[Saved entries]
★ ★ ★ ★ ★ ★ ★

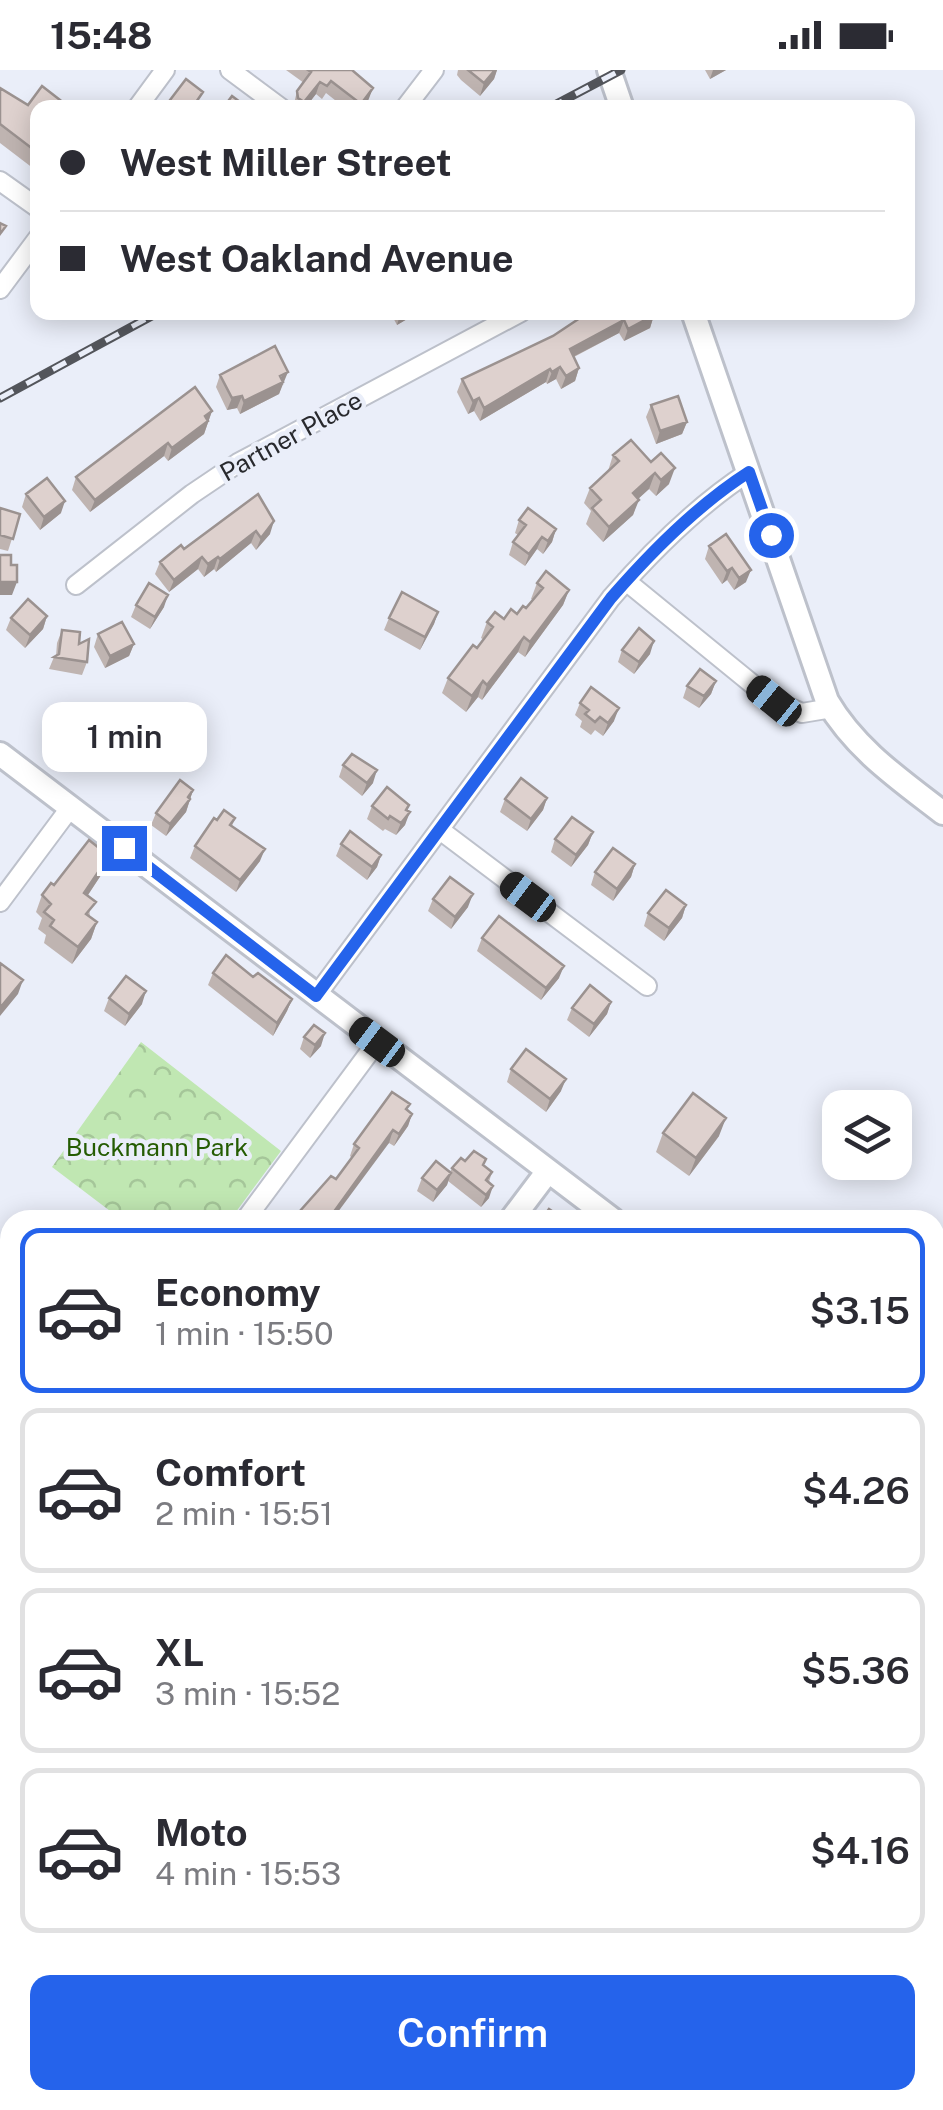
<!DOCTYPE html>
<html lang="en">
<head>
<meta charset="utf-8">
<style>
	:root { --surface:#fff; --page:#f7f7f7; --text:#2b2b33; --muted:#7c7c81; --line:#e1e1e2; --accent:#2563eb }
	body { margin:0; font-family:"Public Sans",sans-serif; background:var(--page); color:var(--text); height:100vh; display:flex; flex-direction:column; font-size:38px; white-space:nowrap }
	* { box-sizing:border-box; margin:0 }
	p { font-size:32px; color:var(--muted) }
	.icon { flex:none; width:55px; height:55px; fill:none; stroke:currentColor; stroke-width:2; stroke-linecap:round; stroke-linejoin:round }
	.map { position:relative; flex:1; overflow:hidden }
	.panel { position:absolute; left:0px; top:1140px; width:945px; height:900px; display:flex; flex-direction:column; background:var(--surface); border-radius:30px 30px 0 0; box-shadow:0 5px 25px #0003 }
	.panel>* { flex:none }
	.top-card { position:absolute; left:30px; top:30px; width:885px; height:220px; border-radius:20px; box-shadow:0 5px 25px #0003; display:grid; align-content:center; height:220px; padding:0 30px; background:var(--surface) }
	.tools { position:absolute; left:822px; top:1020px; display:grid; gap:20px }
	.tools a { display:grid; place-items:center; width:90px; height:90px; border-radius:20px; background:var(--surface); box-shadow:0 5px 25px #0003; font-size:50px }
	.end { position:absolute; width:45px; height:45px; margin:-22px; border:12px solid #2563eb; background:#fff; box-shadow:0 0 0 5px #fff }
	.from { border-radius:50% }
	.bubble { position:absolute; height:70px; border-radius:20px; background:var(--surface); box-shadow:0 5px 25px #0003; font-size:32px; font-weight:600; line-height:70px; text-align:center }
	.car { position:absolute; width:30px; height:60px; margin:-30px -15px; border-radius:12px; box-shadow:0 0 8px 2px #0007; background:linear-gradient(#222 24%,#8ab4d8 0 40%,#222 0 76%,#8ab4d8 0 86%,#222 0) }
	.top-card b { display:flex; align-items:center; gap:35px; height:95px; font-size:38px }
	.top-card b+b { border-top:2px solid var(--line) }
	.top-card i { width:25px; height:25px; background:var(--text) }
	ul { padding:18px 0 0; list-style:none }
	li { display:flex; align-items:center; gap:30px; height:165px; margin:0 20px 15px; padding:0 10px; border:5px solid var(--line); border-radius:20px }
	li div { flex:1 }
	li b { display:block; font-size:38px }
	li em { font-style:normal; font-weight:600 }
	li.current { border-color:var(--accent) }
	li>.icon { width:90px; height:90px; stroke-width:1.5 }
	.cta { display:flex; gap:20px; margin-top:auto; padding:20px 30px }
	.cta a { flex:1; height:115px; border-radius:20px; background:var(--accent); color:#fff; font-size:40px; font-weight:600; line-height:115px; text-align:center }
	.status { display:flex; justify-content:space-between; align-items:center; height:70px; padding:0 50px; background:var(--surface); direction:ltr }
	.status svg { height:28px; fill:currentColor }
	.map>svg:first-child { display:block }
	.forest { fill:url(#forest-crowns) }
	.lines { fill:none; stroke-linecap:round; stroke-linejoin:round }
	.street-casing { stroke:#bdc1cb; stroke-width:22 }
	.secondary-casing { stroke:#bdc1cb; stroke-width:28 }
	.street { stroke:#fff; stroke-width:18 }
	.secondary { stroke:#fff; stroke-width:22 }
	.rail-casing { stroke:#53555b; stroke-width:9 }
	.rail { stroke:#eaeef9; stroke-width:5; stroke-dasharray:15; stroke-linecap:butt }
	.wall { fill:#bfb4b1 }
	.shaded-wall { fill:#9b9290 }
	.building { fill:#ded1ce; stroke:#9b9290; stroke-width:2.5 }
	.route { stroke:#2563eb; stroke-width:12 }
	.labels { text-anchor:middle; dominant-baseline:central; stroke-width:9; stroke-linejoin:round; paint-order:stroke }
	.street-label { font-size:25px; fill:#28292d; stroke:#eaeef9 }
	.park-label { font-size:25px; fill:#255c02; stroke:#eaeef9 }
</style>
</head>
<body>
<div class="status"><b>15:48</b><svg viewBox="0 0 49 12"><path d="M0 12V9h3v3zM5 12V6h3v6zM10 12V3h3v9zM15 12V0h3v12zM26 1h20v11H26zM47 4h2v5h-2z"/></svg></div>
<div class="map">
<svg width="943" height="2040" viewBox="0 0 943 2040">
	<defs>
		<pattern id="forest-crowns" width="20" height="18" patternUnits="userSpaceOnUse" patternTransform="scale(2.5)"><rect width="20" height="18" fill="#c0e7b2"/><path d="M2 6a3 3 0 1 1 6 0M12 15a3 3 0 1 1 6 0" fill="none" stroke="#a5c699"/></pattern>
	</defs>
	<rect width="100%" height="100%" fill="#eaeef9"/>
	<!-- forest -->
	<path class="forest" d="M141,972L281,1081L230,1150H122L52,1097Z
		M935,1704L943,1710V2040H808L795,2030H935Z"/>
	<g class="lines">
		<!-- street casing -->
		<g class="street-casing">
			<path id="street" d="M230,0L281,38
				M137,38L165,0
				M405,38L434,0
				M0,111L38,138
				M0,219L38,168
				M626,511L773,631L802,643L832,638
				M76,515L192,424L238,393L521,242
				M440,760L647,916
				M0,832L70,738
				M316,926L611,528C651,482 698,435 749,402
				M245,1150L377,972
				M935,1465L943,1454
				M0,1479L10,1466
				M935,1558L943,1564
				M357,2030L369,2040
				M780,2030L793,2040
				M534,2040L541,2030"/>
		</g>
		<!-- secondary casing -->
		<g class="secondary-casing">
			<path id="secondary" d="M609,0L622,38
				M693,242L827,631C855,679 899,709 943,743
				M0,684L613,1150
				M511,1150L548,1101
				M935,1350L943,1352
				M0,1759L10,1744"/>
		</g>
		<!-- street -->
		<use href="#street" class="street"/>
		<!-- secondary -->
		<use href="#secondary" class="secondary"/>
		<!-- rail casing -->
		<g class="rail-casing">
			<path id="rail" d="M549,38L621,0
				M0,328L159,242"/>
		</g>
		<!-- rail -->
		<use href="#rail" class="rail"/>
	</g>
	<!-- wall -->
	<path class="wall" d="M286,0H352L368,31L363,38H345L326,23L322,29L316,24L305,38H293L297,21L304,13Z
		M458,0H497L494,9L480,26L461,10L457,5Z
		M705,0H726L710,9Z
		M0,18L28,35L57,36L38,38V102L0,73Z
		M390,242H419L397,255Z
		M589,242L654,245L650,258L624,271L619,263L574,287L579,298L575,311L561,319L556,309L547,314L546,312L480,351L474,341L468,344L457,322L462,309L553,266Z
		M220,305L284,314L282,315L279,324L240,344L237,338L227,340L216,317Z
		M651,335L687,352L682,364L656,374L646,347Z
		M212,341L204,364L168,391L164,386L90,442L72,420L76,407Z
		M631,370L669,414L656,426L649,419L638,429L633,445L603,472L586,454L591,441L584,433L590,418L608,401L613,385Z
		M26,424L61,443L40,460L22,437Z
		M258,424L270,464L256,480L251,473L216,502L214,499L204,507L198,499L169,522L155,504L160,492L184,479Z
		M0,438L20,444L8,481L0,479Z
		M519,450L556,459L552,472L543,484L537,479L525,496L509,485L513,472L518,465L515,463Z
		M709,476L746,512L734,520L727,510L722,514L705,489Z
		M537,513L569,520L563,535L525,587L518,582L482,630L478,627L466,642L442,623L448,608L484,570L481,568L487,552L504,549L517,544L526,538L533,530L531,529Z
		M136,535L164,537L150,559L131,547Z
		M438,542L434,554L420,580L384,560L389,548Z
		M47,546L43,559L25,578L6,560L11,548Z
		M62,560L79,574L87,592L82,605L49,599L54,587L56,586L57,573Z
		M98,564L134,574L129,586L105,598L94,577Z
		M622,580L650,584L634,604L618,592Z
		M716,611L711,624L699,638L683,628L687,616Z
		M580,633L614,651L603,666L595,660L591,665L580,657L582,651L575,645Z
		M343,695L373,713L362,726L339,707Z
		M193,720L186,742L166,766L151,755L156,743Z
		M547,728L543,740L527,761L500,742L505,729Z
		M372,736L408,741L405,755L396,765L385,759L383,761L367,749Z
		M235,748L232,756L260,791L236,822L190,788L195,776L217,750Z
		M593,762L588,775L571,797L551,782L555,769Z
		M341,774L381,785L377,797L367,810L336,786Z
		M635,794L631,807L613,831L591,815L595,802Z
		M103,802L88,825L90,847L97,852L91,869L72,894L44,873L46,865L38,859L42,848L36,842L42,825L54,815Z
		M433,829L468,837L451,859L428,841Z
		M686,835L682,848L664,871L644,856L648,843Z
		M482,868L559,908L541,930L477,881Z
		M213,903L253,907L292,929L287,941L273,966L208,915Z
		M109,928L142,934L125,956L104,941Z
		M611,932L607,944L589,967L567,950L572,938Z
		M304,967L321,976L310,988L300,979Z
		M511,999L561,1021L546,1042L507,1012Z
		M410,1034L407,1040L412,1044L408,1056L394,1076L389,1073L336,1109L352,1088L350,1086L354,1074Z
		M663,1063L719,1066L689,1106L656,1082Z
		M465,1091L484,1096L492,1102L489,1112V1128L481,1137L448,1111L447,1115L433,1132L417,1121L422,1108L450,1102L452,1098Z
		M10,1527V1565L0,1557V1540Z
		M935,1606L943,1633L936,1642H935Z
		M0,1642L10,1668L0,1682Z"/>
	<!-- shaded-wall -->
	<path class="shaded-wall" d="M495,0H497L494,9L480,26L484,13Z
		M713,0H726L710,9Z
		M320,12L316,24L305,38H302L304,32Z
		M373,18L368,31L363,38H360Z
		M401,242H419L397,255Z
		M654,245L650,258L624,271L628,259Z
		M624,250L619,263L565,291L570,279Z
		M560,297L556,309L547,314L552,302Z
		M579,298L575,311L561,319L566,306Z
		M550,299L546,312L480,351L484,338Z
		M288,302L279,324L240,344L244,331Z
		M242,326L237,338L227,340L232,328Z
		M479,328L474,341L468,344L473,331Z
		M212,341L204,364L168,391L172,378L205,346Z
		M687,352L682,364L656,374L660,361Z
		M168,373L164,386L90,442L95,430Z
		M675,398L669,414L656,426L661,410Z
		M655,403L649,419L627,439L633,423Z
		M639,430L633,445L603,472L609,457Z
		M65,431L61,443L40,460L44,447Z
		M274,451L270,464L256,480L261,468Z
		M556,459L552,472L543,484L548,471Z
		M256,461L251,473L216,502L220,489Z
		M542,467L537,479L525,496L529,484Z
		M202,487L198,499L169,522L174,510Z
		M218,487L214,499L204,507L208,494Z
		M732,498L727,510L722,514L727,501Z
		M751,500L746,512L734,520L739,508Z
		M0,512H17L12,525H0Z
		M569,520L563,535L525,587L530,572Z
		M168,525L164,537L150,559L155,547Z
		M438,542L434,554L420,580L425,567Z
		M47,546L43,559L25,578L30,565Z
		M524,567L518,582L482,630L487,615Z
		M654,571L650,584L634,604L639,592Z
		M134,574L129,586L105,598L110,586Z
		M483,611L478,627L466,642L472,626Z
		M716,611L711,624L699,638L704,626Z
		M619,638L614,651L603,666L608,653Z
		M377,700L373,713L362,726L367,713Z
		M193,720L186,742L166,766L170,754Z
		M547,728L543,740L527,761L531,749Z
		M409,735L405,748L410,742L405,755L396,765L406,740Z
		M593,762L588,775L571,797L576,785Z
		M265,779L260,791L236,822L240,810Z
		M381,785L377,797L367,810L372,797Z
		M109,786L103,802L78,840L84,823Z
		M635,794L631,807L613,831L617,819Z
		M473,824L468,837L451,859L455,847Z
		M686,835L682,848L664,871L669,858Z
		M97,852L91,869L72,894L78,877Z
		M564,896L559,908L541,930L546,918Z
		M23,910L18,924L0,946V938Z
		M146,921L142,934L125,956L129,944Z
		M292,929L287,941L273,966L277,953Z
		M611,932L607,944L589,967L594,954Z
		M325,963L321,976L310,988L315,975Z
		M566,1009L561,1021L546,1042L550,1029Z
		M412,1044L408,1056L394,1076L399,1064Z
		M726,1048L719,1066L689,1106L696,1088Z
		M393,1060L389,1073L332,1150H328Z
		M451,1103L447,1115L433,1132L437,1120Z
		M493,1116L489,1128L481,1137L486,1125Z
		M10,1352L9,1360L0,1372L2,1362Z
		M10,1662V1668L0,1682L5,1669Z
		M492,2030H497L490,2040H485Z
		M701,2030H706L699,2040H694Z"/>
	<!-- building -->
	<path class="building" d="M308,0H352L373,18L361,34L331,11L327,16L320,12L304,32L298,28L297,21L311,2Z
		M468,0H495L484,13Z
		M186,9L203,22L192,38H172L167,34Z
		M42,16L60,30L56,35L59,38H38V83L0,54V18L28,35Z
		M232,26L248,38H223Z
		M0,153L6,156L0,164Z
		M589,242H653L654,245L628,259L624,250L570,279L579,298L566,306L560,297L552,302L550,299L484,338L479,328L473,331L462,309L553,266Z
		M275,276L288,302L280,306L283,312L244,331L242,326L232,328L220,305Z
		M195,317L212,341L205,346L208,351L172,378L168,373L95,430L76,407Z
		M678,326L687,352L660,361L651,335Z
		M631,370L651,392L661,383L675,398L661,410L655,403L633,423L639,430L609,457L592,438L601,430L590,418L619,391L613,385Z
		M47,408L65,431L44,447L26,424Z
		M258,424L274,451L261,468L256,461L220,489L218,487L208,494L202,487L174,510L160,492L181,475L184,479Z
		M0,438L20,444L13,469L0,465Z
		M528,438L556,459L548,471L542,467L529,484L513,472L526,455L519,450Z
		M726,464L751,500L739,508L732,498L727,501L709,476Z
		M0,485H11V495H17V512H0Z
		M546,501L569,520L530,572L524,567L487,615L483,611L472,626L448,608L473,575L477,578L493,557L487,552L495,542L504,549L511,539L517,544L523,536L526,538L543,518L537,513Z
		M149,513L168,525L155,547L136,535Z
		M402,522L438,542L425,567L389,548Z
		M28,529L47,546L30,565L11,548Z
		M122,552L134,574L110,586L98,564Z
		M639,558L654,571L639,592L622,580Z
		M62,560L80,562L79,574L89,569L87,592L54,587L59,584Z
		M700,599L716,611L704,626L687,616Z
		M591,617L619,638L608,653L600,647L595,652L585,644L589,640L580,633Z
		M352,684L377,700L367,713L343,695Z
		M521,708L547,728L531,749L505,729Z
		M180,710L193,720L188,727L190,729L170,754L156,743Z
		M387,717L409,735L406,740L410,742L401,753L390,746L388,749L372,736Z
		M224,740L235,748L230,755L265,779L240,810L195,776L214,748L217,750Z
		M572,747L593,762L576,785L555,769Z
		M350,761L381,785L372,797L341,774Z
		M89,770L109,786L84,823L96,832L86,844L97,852L78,877L50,856L54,850L44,842L51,834L42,825L51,813L54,815Z
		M613,778L635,794L617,819L595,802Z
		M450,807L473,824L455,847L433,829Z
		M666,820L686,835L669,858L648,843Z
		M499,846L564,896L546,918L482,868Z
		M226,885L253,907L258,903L292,929L277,953L213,903Z
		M0,893L23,910L0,938Z
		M126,906L146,921L129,944L109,928Z
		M590,915L611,932L594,954L572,938Z
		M314,955L325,963L315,975L304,967Z
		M526,979L566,1009L550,1029L511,999Z
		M392,1022L410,1034L406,1039L412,1044L399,1064L393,1060L328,1150H292L331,1106L336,1109L359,1078L354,1074Z
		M693,1023L726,1048L696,1088L663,1063Z
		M474,1081L486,1089L483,1095L492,1102L486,1110L493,1116L486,1125L452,1098L461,1088L465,1091Z
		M436,1091L451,1103L437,1120L422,1108Z
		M549,1139L565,1150H541Z
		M0,1334L9,1341L10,1340V1352L2,1362L0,1360Z
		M10,1527V1549L0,1541Z
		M939,1601L943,1603V1626L940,1630L935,1626V1606Z
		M2,1638L10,1643V1662L5,1669L0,1666V1642Z
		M461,2030H492L485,2040H453Z
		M669,2030H701L694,2040H662Z
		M749,2030L762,2040H742Z"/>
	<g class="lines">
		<!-- route -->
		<path class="route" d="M124,778L316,926L611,528C651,482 697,435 749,402L771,465"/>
	</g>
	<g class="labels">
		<!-- street labels -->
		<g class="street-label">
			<text transform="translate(291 366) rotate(-29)">Partner Place</text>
		</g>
		<!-- park labels -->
		<g class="park-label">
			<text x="157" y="1077">Buckmann Park</text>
		</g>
	</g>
</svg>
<div class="tools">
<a><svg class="icon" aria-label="layers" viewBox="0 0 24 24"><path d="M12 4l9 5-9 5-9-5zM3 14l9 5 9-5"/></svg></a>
</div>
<i class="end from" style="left:771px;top:465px"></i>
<i class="end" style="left:124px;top:778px"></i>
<div class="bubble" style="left:42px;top:632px;width:165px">1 min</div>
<i class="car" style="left:774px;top:631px;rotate:309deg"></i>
<i class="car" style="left:528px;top:827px;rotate:307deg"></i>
<i class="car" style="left:377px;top:972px;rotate:307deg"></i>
<div class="top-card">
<b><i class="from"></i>West Miller Street</b>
<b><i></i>West Oakland Avenue</b>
</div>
<section class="panel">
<ul>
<li class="current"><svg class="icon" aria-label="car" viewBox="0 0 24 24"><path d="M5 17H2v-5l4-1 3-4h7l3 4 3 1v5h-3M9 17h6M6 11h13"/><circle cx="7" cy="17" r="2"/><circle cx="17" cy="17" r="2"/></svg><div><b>Economy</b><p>1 min · 15:50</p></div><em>$3.15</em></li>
<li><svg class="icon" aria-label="car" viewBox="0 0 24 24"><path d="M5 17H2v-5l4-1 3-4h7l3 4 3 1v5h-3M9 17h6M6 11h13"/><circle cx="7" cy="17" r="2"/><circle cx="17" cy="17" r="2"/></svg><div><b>Comfort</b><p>2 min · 15:51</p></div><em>$4.26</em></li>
<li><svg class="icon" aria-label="car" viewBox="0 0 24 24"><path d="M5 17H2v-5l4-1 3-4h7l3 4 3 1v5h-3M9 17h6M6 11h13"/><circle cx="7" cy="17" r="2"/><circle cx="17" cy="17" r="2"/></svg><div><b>XL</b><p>3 min · 15:52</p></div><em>$5.36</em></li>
<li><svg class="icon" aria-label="car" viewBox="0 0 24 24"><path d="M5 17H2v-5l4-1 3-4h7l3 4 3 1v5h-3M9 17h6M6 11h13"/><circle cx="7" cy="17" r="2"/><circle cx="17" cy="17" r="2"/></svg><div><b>Moto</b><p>4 min · 15:53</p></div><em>$4.16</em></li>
</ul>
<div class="cta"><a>Confirm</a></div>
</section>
</div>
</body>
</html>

★ ★ ★ ★ ★ ★ ★

▶ _Assigned task_
Retype exactly, and only, the lines above from the one where "M47,546L43,559L25,578L6,560L11,548Z" occurs up to and including the one where "M579,298L575,311L561,319L566,306Z" occurs.

▶ _Exercise solution_
		M47,546L43,559L25,578L6,560L11,548Z
		M62,560L79,574L87,592L82,605L49,599L54,587L56,586L57,573Z
		M98,564L134,574L129,586L105,598L94,577Z
		M622,580L650,584L634,604L618,592Z
		M716,611L711,624L699,638L683,628L687,616Z
		M580,633L614,651L603,666L595,660L591,665L580,657L582,651L575,645Z
		M343,695L373,713L362,726L339,707Z
		M193,720L186,742L166,766L151,755L156,743Z
		M547,728L543,740L527,761L500,742L505,729Z
		M372,736L408,741L405,755L396,765L385,759L383,761L367,749Z
		M235,748L232,756L260,791L236,822L190,788L195,776L217,750Z
		M593,762L588,775L571,797L551,782L555,769Z
		M341,774L381,785L377,797L367,810L336,786Z
		M635,794L631,807L613,831L591,815L595,802Z
		M103,802L88,825L90,847L97,852L91,869L72,894L44,873L46,865L38,859L42,848L36,842L42,825L54,815Z
		M433,829L468,837L451,859L428,841Z
		M686,835L682,848L664,871L644,856L648,843Z
		M482,868L559,908L541,930L477,881Z
		M213,903L253,907L292,929L287,941L273,966L208,915Z
		M109,928L142,934L125,956L104,941Z
		M611,932L607,944L589,967L567,950L572,938Z
		M304,967L321,976L310,988L300,979Z
		M511,999L561,1021L546,1042L507,1012Z
		M410,1034L407,1040L412,1044L408,1056L394,1076L389,1073L336,1109L352,1088L350,1086L354,1074Z
		M663,1063L719,1066L689,1106L656,1082Z
		M465,1091L484,1096L492,1102L489,1112V1128L481,1137L448,1111L447,1115L433,1132L417,1121L422,1108L450,1102L452,1098Z
		M10,1527V1565L0,1557V1540Z
		M935,1606L943,1633L936,1642H935Z
		M0,1642L10,1668L0,1682Z"/>
	<!-- shaded-wall -->
	<path class="shaded-wall" d="M495,0H497L494,9L480,26L484,13Z
		M713,0H726L710,9Z
		M320,12L316,24L305,38H302L304,32Z
		M373,18L368,31L363,38H360Z
		M401,242H419L397,255Z
		M654,245L650,258L624,271L628,259Z
		M624,250L619,263L565,291L570,279Z
		M560,297L556,309L547,314L552,302Z
		M579,298L575,311L561,319L566,306Z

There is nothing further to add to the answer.